Unfortunately, for many the reverse mortgage is a product of major misunderstanding. While a reverse mortgage (Home Equity Conversion Mortgage) might not be for everybody, it can be a savior for some.
Approved and insured by the U.S. government, this program is aimed at helping seniors live more comfortably and have financial peace of mind as they continue to live in their home.
A reverse mortgage can increase a retiree’s flexibility to meet spending objectives by integrating an otherwise illiquid asset (home equity) into an overall framework for how to best spend down assets in retirement.
Let’s face it, in the past several years many individuals have found themselves in financial situations that they never imagined. Many are trying to effectively manage their assets but are ignoring what may be their largest asset – their home equity.
Recent regulation changes to federal reverse mortgages have transformed the product from “a loan of last resort” to a viable financial planning tool, says Bankrate in a recent article.
Ramsey Alwin, vice president of economic security for the National Council on Aging, tells Bankrate, “Generally speaking, the new policies strengthen the product, protect the consumer and make it well-poised to be an important long-term financial planning tool, most likely for the more moderate- to higher-income population.”
Here are a few frequently asked questions and answers about reverse mortgages:
- Who can qualify for a reverse mortgage? Seniors who are 62 or older can qualify for a reverse mortgage on a primary residence. If married, at least one of the couple must be 62 or older.

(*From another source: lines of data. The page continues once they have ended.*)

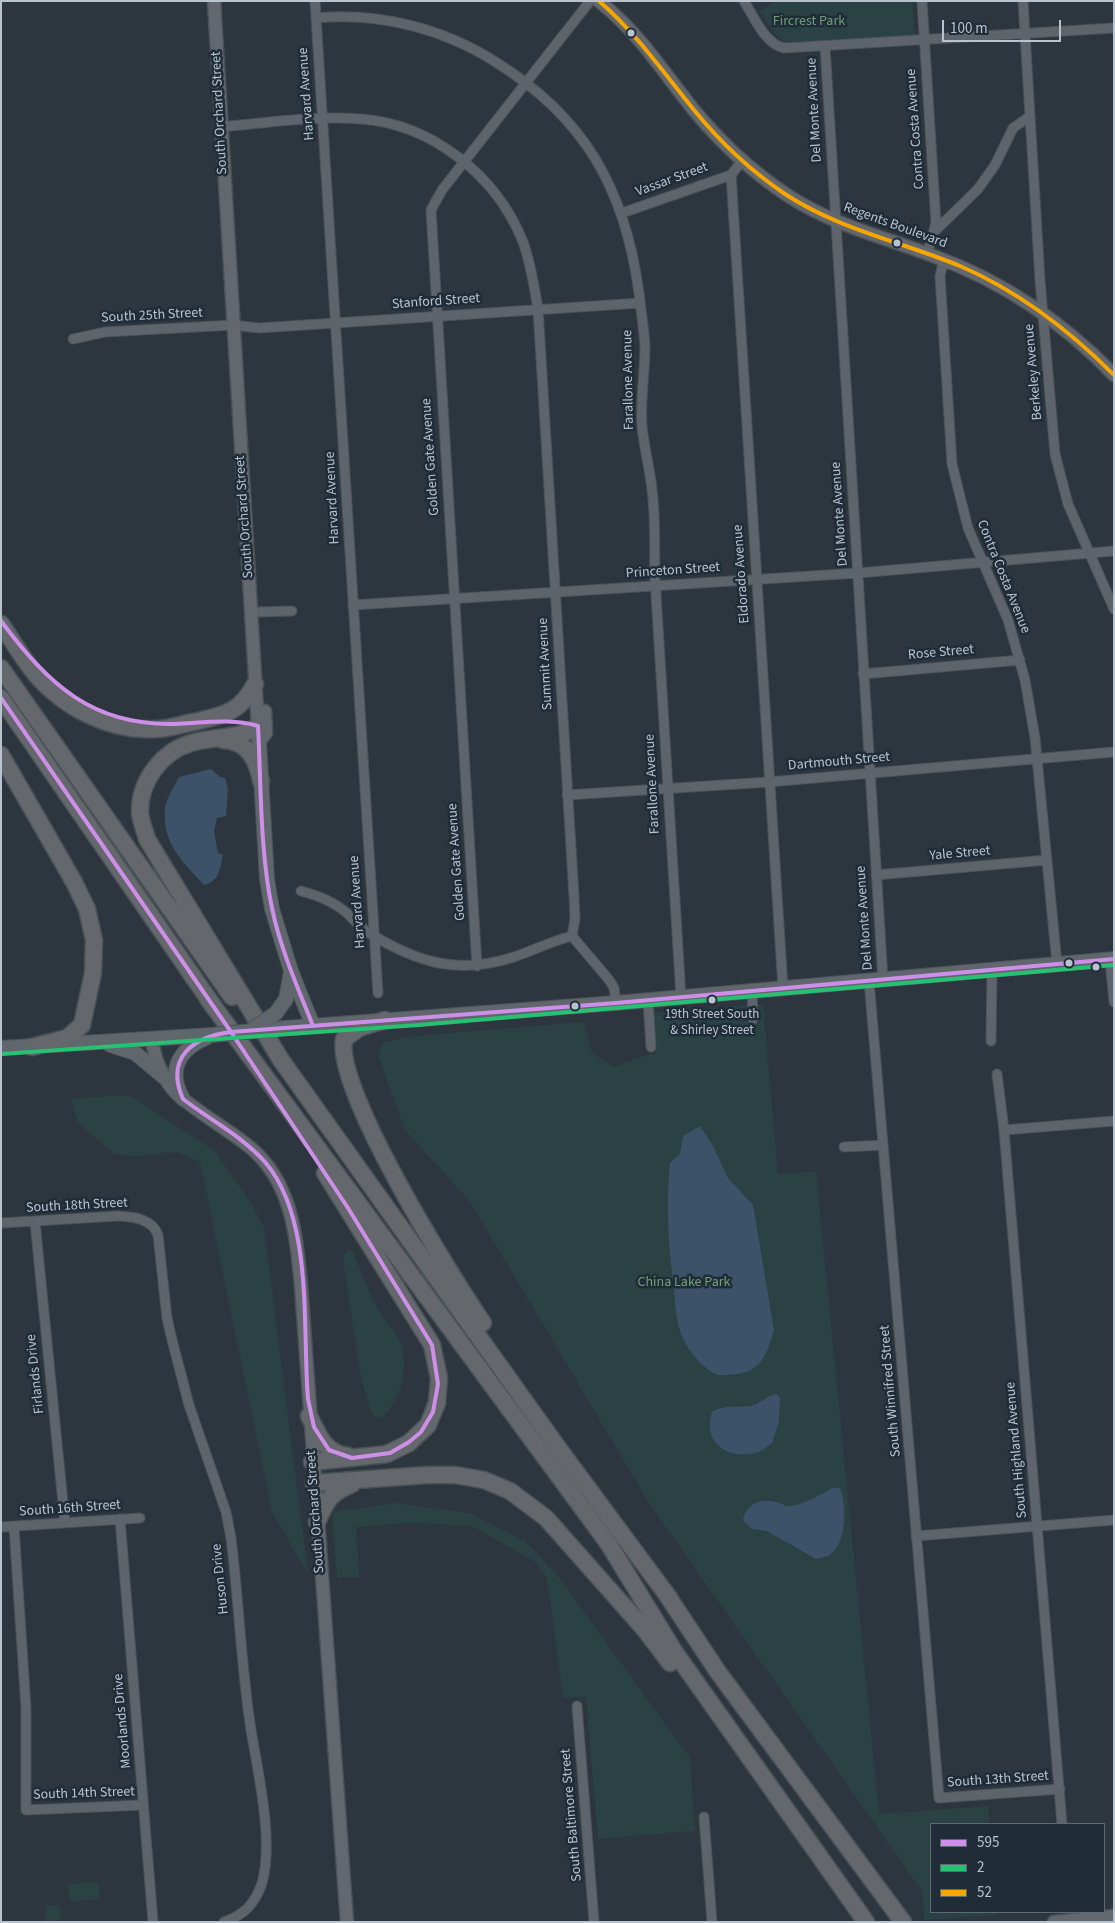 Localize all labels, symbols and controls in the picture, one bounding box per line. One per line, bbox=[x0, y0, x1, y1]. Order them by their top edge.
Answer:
scale bar bbox=[945, 10, 1064, 42]
park label: Fircrest Park bbox=[773, 14, 845, 30]
text: 100 m bbox=[950, 18, 988, 39]
unlabelled marker bbox=[626, 28, 636, 38]
street label: Harvard Avenue bbox=[295, 47, 319, 141]
street label: South Orchard Street bbox=[208, 51, 232, 175]
street label: Del Monte Avenue bbox=[804, 57, 826, 163]
street label: Contra Costa Avenue bbox=[903, 68, 929, 190]
street label: Vassar Street bbox=[634, 159, 710, 201]
street label: Regents Boulevard bbox=[841, 199, 949, 253]
unlabelled marker bbox=[892, 238, 902, 248]
street label: Stanford Street bbox=[391, 291, 481, 313]
street label: South 25th Street bbox=[101, 305, 203, 327]
street label: Berkeley Avenue bbox=[1021, 323, 1047, 421]
street label: Farallone Avenue bbox=[620, 330, 638, 430]
street label: Golden Gate Avenue bbox=[419, 398, 443, 516]
street label: Harvard Avenue bbox=[322, 451, 344, 545]
street label: South Orchard Street bbox=[232, 455, 258, 579]
street label: Del Monte Avenue bbox=[828, 461, 852, 567]
street label: Contra Costa Avenue bbox=[973, 518, 1033, 636]
street label: Eldorado Avenue bbox=[730, 524, 754, 624]
street label: Princeton Street bbox=[625, 559, 721, 583]
street label: Summit Avenue bbox=[535, 617, 557, 711]
street label: Rose Street bbox=[907, 642, 975, 664]
street label: Farallone Avenue bbox=[642, 733, 664, 835]
street label: Dartmouth Street bbox=[787, 749, 891, 775]
street label: Golden Gate Avenue bbox=[445, 803, 469, 921]
street label: Yale Street bbox=[929, 843, 991, 865]
street label: Harvard Avenue bbox=[346, 855, 370, 949]
street label: Del Monte Avenue bbox=[853, 865, 877, 971]
unlabelled marker bbox=[1064, 958, 1074, 968]
unlabelled marker bbox=[1091, 962, 1101, 972]
marker: 19th Street South & Shirley Street bbox=[707, 995, 717, 1005]
unlabelled marker bbox=[570, 1001, 580, 1011]
place label: 19th Street South & Shirley Street bbox=[665, 1007, 759, 1038]
street label: South 18th Street bbox=[26, 1195, 128, 1217]
park label: China Lake Park bbox=[637, 1275, 731, 1291]
street label: South Winnifred Street bbox=[877, 1324, 905, 1458]
street label: Firlands Drive bbox=[23, 1333, 49, 1415]
street label: South Highland Avenue bbox=[1003, 1381, 1031, 1519]
street label: South Orchard Street bbox=[303, 1450, 329, 1574]
street label: South 16th Street bbox=[19, 1497, 121, 1521]
street label: Huson Drive bbox=[209, 1543, 233, 1615]
street label: Moorlands Drive bbox=[110, 1673, 136, 1769]
street label: South Baltimore Street bbox=[558, 1748, 586, 1882]
street label: South 13th Street bbox=[947, 1768, 1049, 1792]
street label: South 14th Street bbox=[33, 1784, 135, 1804]
legend bbox=[930, 1823, 1105, 1913]
text: 595 bbox=[977, 1832, 999, 1853]
text: 2 bbox=[977, 1857, 984, 1878]
text: 52 bbox=[977, 1882, 992, 1903] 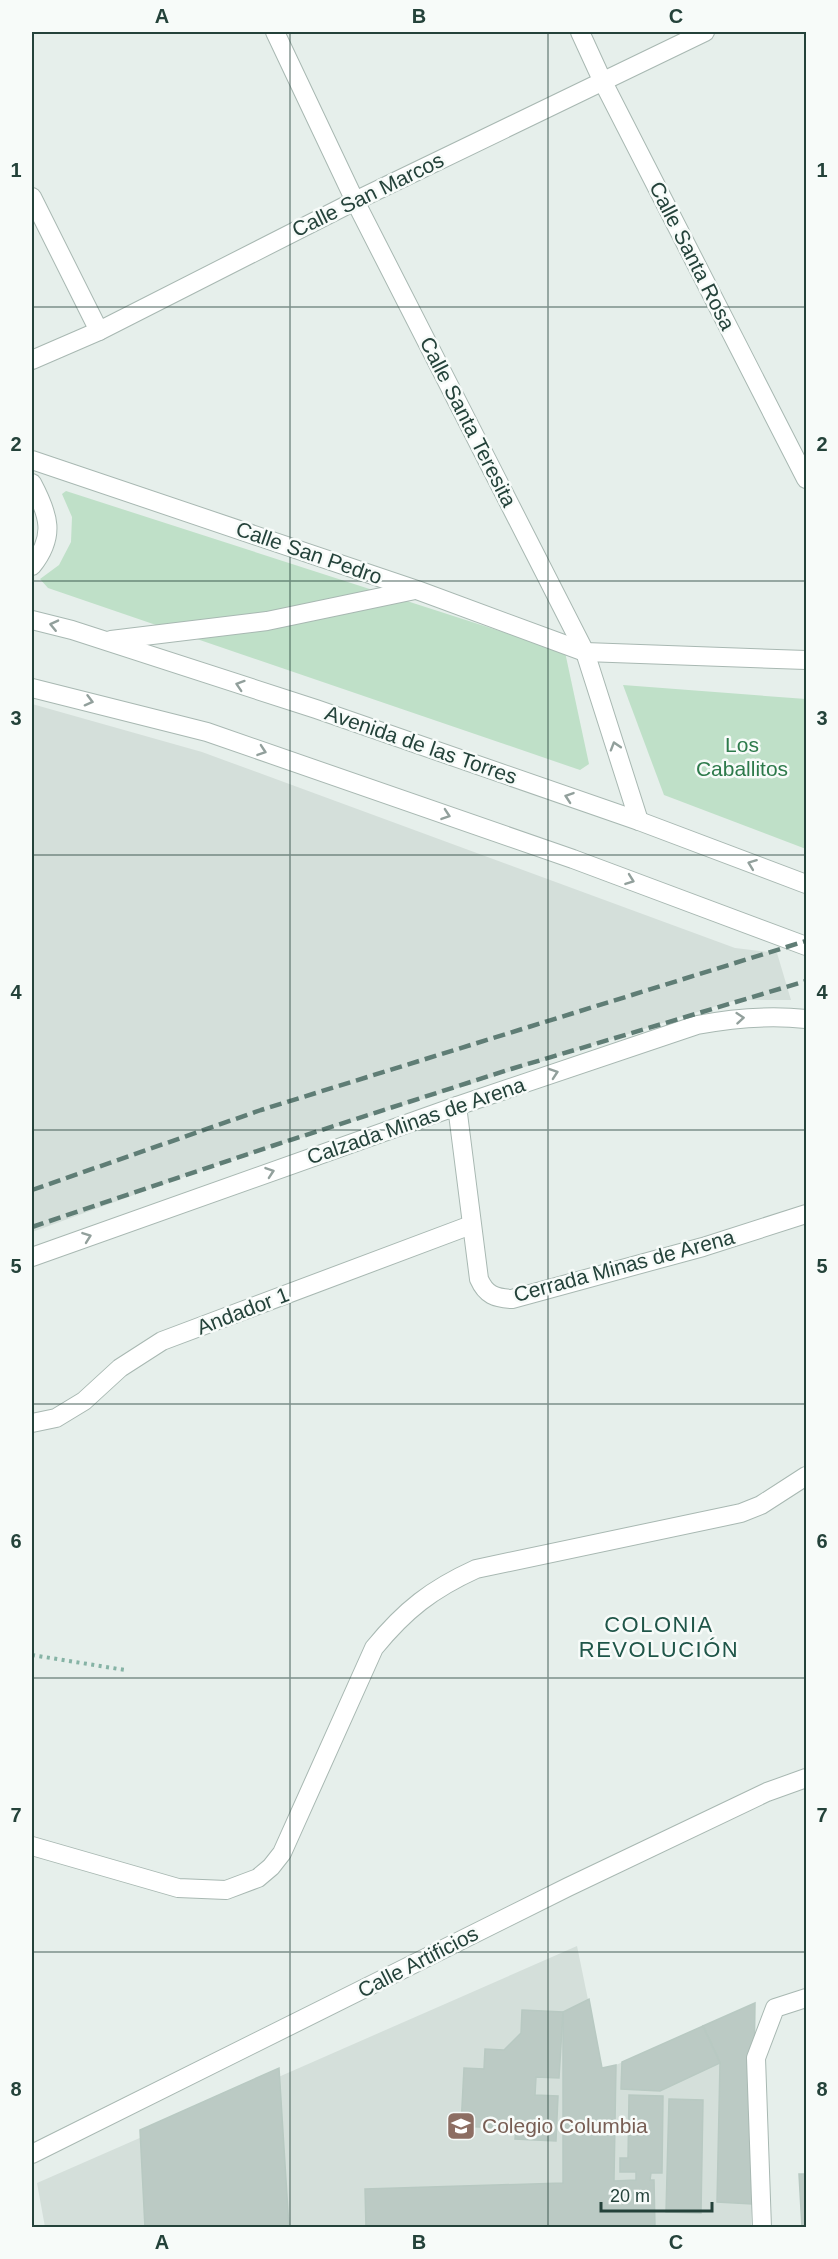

- What are the advantages of a reverse mortgage? Some of the significant advantages are: a) remain financially independent, b) stay in your home, c) no monthly mortgage payments required, d) tax-free money, e) freedom and flexibility to use the money as you choose, f) does not affect Social Security or Medicare.
- Will the lender own my home? NO. You retain title to your property. You still retain title and remain responsible for the payment of property taxes, insurance, utilities, home maintenance and other expenses.
- Do I share the equity with the lender? NO. If you sell your home, any remaining equity after you pay off the loan belongs to you. When you die, the balance of the sale proceeds will go to your heirs. You, not your heirs, can never owe more than the fair market value of the home.